Category: Physics
Summary: Estimating when SEI heterogeneity drives the dominant reactive mode away from a diffuse porous-anode pattern into a balanced interface-SEI-separator hotspot.
Lithium plating and solid-electrolyte interphase growth are known to depend on local heterogeneity, but it is still difficult to pinpoint when that heterogeneity qualitatively changes where instability concentrates. This experiment asks for the threshold where the dominant reactive mode leaves a diffuse porous-anode pattern and reorganizes into a bridge-like hotspot spanning the interface, the SEI, and the separator.
The model builds dense numerical-abscissa operators for a coupled anode-SEI-separator system with disorder and repeats symmetric eigensolves while carrying a threshold bracket across system sizes from N=64 to 2048. It is designed to detect a localization change in the dominant mode, not merely a change in overall growth rate.
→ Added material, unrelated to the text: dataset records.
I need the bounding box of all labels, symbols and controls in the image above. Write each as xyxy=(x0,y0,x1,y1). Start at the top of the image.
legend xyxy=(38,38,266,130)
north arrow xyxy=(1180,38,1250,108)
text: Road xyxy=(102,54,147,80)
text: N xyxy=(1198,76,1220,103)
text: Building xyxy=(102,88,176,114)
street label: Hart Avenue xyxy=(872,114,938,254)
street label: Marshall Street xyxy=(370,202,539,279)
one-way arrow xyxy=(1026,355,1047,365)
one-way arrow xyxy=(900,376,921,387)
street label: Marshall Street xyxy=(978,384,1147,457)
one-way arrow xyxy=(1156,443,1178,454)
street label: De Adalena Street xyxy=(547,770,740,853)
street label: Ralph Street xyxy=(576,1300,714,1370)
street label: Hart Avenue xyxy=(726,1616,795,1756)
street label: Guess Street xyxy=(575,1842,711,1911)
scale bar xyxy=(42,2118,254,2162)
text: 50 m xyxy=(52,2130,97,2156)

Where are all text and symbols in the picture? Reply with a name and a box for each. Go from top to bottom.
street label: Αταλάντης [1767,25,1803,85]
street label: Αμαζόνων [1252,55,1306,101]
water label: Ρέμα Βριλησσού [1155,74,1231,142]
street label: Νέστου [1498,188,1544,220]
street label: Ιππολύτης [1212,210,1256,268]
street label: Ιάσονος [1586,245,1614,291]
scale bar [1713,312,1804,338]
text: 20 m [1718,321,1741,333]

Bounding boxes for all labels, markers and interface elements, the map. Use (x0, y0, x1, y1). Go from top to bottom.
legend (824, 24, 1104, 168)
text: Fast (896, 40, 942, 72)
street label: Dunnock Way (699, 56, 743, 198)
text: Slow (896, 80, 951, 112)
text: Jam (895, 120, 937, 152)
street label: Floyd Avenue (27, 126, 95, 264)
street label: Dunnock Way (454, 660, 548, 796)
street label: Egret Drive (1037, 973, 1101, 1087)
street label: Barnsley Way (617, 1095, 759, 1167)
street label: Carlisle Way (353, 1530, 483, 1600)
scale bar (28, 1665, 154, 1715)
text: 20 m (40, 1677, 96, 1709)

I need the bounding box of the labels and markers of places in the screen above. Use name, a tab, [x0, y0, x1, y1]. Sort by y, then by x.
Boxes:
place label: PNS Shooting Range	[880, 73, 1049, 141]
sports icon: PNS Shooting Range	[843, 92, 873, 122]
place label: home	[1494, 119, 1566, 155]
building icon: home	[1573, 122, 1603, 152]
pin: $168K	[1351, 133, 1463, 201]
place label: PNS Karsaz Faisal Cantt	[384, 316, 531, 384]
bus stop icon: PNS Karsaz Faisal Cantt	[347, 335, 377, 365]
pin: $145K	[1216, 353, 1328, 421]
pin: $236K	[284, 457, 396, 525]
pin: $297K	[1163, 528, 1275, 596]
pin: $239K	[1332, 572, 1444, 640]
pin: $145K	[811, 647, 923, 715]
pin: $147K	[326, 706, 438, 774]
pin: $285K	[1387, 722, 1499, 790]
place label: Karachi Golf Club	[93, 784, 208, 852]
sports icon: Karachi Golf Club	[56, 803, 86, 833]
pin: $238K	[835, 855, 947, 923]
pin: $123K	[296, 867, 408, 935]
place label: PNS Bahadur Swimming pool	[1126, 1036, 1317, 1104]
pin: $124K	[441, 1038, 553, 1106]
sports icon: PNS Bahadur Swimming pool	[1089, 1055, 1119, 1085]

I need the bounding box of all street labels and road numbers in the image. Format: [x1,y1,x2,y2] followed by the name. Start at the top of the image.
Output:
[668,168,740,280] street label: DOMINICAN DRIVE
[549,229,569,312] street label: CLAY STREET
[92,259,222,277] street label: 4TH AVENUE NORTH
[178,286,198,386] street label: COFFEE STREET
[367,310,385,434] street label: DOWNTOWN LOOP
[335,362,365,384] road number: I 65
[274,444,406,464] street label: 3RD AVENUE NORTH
That distinction matters because hotspot formation is a structural precursor to dangerous plating behavior. The experiment therefore targets the onset of concentrated interface damage in a dense finite-size setting that the script describes as not yet mapped through iterative deepening.
Method: Dense symmetric eigensolves with iterative deepening, disorder averaging, and bisection on interfacial heterogeneity in an anode-SEI-separator operator.
What is measured: Critical heterogeneity threshold, hotspot transition score, interface-SEI-separator localization profile, dominant-mode behavior, disorder-averaged threshold estimate, and bracket width.